Report only how many lines of the entries below contain the string "gradient".

⟨

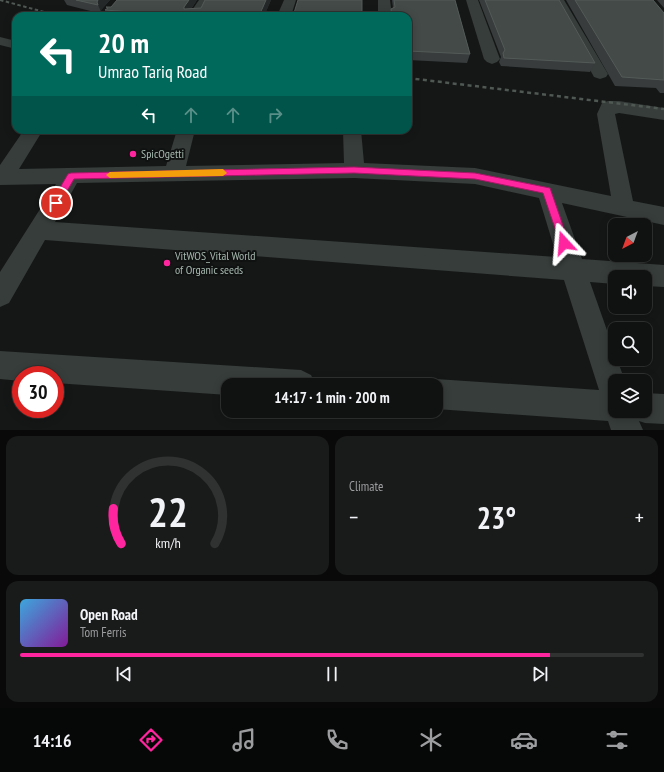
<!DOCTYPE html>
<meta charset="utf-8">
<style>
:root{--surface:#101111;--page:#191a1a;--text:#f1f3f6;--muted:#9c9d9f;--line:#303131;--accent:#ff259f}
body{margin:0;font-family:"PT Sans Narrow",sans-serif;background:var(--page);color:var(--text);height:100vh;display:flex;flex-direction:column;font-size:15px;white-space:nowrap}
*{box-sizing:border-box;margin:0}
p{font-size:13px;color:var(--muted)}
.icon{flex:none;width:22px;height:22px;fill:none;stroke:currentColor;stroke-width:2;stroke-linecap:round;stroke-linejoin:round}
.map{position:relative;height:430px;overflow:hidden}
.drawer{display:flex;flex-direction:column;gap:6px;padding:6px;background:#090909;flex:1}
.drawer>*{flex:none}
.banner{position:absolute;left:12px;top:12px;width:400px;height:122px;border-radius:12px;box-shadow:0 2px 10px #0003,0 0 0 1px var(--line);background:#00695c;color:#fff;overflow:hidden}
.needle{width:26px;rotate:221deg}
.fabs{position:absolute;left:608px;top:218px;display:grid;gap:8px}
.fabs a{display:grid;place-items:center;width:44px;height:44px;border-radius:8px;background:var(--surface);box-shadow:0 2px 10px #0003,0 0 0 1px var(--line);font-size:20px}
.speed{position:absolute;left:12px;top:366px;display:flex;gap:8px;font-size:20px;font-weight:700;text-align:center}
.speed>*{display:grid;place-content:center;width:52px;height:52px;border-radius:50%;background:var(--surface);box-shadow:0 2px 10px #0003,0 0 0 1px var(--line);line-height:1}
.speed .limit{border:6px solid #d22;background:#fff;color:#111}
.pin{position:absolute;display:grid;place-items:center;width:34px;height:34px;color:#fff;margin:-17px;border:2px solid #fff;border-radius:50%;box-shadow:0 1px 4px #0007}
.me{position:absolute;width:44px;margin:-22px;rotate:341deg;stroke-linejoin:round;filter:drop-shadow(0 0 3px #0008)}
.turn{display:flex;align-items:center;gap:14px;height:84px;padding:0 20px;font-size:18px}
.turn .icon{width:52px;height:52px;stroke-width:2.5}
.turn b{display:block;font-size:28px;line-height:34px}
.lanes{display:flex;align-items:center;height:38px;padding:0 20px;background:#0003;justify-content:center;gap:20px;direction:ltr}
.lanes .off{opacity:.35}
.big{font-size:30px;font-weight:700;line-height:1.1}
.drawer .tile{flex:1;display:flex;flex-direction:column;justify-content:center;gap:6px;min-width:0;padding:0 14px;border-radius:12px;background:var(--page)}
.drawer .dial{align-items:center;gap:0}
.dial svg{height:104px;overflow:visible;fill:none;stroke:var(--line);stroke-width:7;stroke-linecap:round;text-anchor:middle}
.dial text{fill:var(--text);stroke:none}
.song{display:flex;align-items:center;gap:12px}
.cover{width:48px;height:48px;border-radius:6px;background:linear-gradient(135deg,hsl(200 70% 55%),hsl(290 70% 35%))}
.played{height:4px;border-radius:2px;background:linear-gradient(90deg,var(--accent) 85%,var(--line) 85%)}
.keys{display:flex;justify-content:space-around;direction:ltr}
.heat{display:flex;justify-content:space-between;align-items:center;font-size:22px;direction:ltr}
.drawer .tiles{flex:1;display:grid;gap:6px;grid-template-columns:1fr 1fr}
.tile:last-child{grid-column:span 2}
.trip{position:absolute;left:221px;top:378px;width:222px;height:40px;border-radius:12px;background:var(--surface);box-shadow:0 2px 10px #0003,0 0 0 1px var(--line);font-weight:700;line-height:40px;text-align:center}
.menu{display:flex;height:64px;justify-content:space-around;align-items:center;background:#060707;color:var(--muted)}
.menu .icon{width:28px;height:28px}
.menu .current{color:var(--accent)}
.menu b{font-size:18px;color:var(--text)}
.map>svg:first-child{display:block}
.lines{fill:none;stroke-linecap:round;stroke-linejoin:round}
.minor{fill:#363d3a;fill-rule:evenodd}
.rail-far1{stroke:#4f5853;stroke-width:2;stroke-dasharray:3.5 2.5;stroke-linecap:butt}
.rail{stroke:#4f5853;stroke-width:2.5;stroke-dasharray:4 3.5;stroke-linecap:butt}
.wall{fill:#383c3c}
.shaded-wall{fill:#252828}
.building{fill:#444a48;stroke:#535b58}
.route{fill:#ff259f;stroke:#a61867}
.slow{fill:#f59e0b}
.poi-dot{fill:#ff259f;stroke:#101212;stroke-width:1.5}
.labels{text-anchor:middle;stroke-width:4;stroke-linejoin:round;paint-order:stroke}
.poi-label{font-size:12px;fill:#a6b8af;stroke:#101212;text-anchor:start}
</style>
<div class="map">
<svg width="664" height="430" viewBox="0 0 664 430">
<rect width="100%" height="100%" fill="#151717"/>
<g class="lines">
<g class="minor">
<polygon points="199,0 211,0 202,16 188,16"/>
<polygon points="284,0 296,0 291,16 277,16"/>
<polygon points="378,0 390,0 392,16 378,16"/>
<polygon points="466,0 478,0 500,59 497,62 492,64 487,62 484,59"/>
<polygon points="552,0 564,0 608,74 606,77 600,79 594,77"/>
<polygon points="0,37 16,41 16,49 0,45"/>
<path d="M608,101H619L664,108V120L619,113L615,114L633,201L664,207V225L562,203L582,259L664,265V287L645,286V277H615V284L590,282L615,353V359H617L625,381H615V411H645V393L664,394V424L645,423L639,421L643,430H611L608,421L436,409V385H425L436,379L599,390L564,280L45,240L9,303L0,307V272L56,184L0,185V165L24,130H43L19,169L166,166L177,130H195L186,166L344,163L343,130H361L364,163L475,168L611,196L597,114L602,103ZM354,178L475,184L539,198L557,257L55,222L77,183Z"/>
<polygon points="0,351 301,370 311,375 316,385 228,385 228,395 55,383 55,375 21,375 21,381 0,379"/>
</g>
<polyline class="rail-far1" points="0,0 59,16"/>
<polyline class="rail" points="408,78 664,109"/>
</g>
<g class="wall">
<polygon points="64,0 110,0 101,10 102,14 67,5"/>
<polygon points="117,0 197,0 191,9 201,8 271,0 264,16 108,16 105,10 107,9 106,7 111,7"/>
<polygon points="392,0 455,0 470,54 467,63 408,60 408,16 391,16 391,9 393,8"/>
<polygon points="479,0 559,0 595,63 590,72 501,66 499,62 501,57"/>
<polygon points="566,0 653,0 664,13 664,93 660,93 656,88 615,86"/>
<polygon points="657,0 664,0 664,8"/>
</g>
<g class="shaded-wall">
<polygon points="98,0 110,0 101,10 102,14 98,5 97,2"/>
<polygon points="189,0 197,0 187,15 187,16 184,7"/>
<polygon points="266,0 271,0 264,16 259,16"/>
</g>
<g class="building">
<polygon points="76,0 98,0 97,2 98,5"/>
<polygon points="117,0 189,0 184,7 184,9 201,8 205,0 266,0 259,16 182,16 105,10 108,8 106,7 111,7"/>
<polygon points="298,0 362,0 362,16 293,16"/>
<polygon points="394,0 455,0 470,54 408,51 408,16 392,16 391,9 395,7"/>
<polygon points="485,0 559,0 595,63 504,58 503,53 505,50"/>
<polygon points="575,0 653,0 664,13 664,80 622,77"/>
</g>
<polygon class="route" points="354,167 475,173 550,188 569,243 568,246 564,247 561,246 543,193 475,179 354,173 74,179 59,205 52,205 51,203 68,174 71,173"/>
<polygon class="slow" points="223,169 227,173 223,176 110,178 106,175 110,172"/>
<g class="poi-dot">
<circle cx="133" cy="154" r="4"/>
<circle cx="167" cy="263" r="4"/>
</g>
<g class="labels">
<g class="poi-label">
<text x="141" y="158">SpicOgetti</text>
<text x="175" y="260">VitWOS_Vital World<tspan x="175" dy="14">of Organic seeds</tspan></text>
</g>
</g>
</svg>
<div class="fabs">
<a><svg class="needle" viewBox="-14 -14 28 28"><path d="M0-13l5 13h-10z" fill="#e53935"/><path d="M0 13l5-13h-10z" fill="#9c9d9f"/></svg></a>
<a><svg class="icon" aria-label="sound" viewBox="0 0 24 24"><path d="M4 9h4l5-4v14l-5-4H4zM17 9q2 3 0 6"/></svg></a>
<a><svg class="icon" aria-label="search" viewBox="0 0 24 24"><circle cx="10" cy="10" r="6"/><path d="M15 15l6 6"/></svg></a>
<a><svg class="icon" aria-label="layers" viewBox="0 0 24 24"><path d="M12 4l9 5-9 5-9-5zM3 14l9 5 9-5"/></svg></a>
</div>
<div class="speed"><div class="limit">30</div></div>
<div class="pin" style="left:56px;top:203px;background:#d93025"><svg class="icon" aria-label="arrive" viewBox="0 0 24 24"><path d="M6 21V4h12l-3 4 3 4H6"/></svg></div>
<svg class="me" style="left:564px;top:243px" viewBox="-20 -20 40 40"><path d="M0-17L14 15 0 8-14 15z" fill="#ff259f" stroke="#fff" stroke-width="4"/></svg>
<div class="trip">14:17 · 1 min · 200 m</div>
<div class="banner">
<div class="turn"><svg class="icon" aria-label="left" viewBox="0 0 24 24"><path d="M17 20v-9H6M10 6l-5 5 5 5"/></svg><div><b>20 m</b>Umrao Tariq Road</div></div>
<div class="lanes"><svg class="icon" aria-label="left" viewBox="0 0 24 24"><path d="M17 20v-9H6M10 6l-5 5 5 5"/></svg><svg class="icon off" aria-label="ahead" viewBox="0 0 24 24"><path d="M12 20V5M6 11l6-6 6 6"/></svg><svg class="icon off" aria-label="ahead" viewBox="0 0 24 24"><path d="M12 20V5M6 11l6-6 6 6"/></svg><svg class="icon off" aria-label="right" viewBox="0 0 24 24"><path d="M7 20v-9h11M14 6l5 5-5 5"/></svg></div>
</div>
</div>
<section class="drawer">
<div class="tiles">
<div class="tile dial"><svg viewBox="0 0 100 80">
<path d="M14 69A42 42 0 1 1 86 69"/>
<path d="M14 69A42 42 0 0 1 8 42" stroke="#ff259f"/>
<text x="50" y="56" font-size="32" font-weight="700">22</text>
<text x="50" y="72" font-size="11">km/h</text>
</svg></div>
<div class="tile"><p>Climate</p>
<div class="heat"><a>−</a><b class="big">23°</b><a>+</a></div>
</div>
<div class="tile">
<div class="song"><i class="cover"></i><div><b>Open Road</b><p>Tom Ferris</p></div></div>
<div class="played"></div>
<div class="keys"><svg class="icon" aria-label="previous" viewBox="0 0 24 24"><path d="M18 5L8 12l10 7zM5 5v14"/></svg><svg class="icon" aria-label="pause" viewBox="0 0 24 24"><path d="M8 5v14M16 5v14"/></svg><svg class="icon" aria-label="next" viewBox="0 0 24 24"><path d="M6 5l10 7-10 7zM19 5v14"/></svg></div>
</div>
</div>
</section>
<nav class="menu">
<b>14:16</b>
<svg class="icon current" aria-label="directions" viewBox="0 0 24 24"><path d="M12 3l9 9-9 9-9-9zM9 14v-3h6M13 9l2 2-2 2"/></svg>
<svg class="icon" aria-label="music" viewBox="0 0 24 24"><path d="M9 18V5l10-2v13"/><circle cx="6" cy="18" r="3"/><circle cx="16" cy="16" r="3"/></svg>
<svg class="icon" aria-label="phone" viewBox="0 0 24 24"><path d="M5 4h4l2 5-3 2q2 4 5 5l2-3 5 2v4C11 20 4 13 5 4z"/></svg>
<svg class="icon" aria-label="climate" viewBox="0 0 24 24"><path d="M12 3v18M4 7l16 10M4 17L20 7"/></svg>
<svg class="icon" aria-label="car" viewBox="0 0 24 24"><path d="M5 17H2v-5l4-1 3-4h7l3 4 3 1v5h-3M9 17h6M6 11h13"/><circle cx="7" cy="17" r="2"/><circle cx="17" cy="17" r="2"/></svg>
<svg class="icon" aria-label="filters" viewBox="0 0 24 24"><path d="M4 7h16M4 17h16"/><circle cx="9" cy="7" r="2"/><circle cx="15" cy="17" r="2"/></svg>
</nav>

⟩

• Task solution
2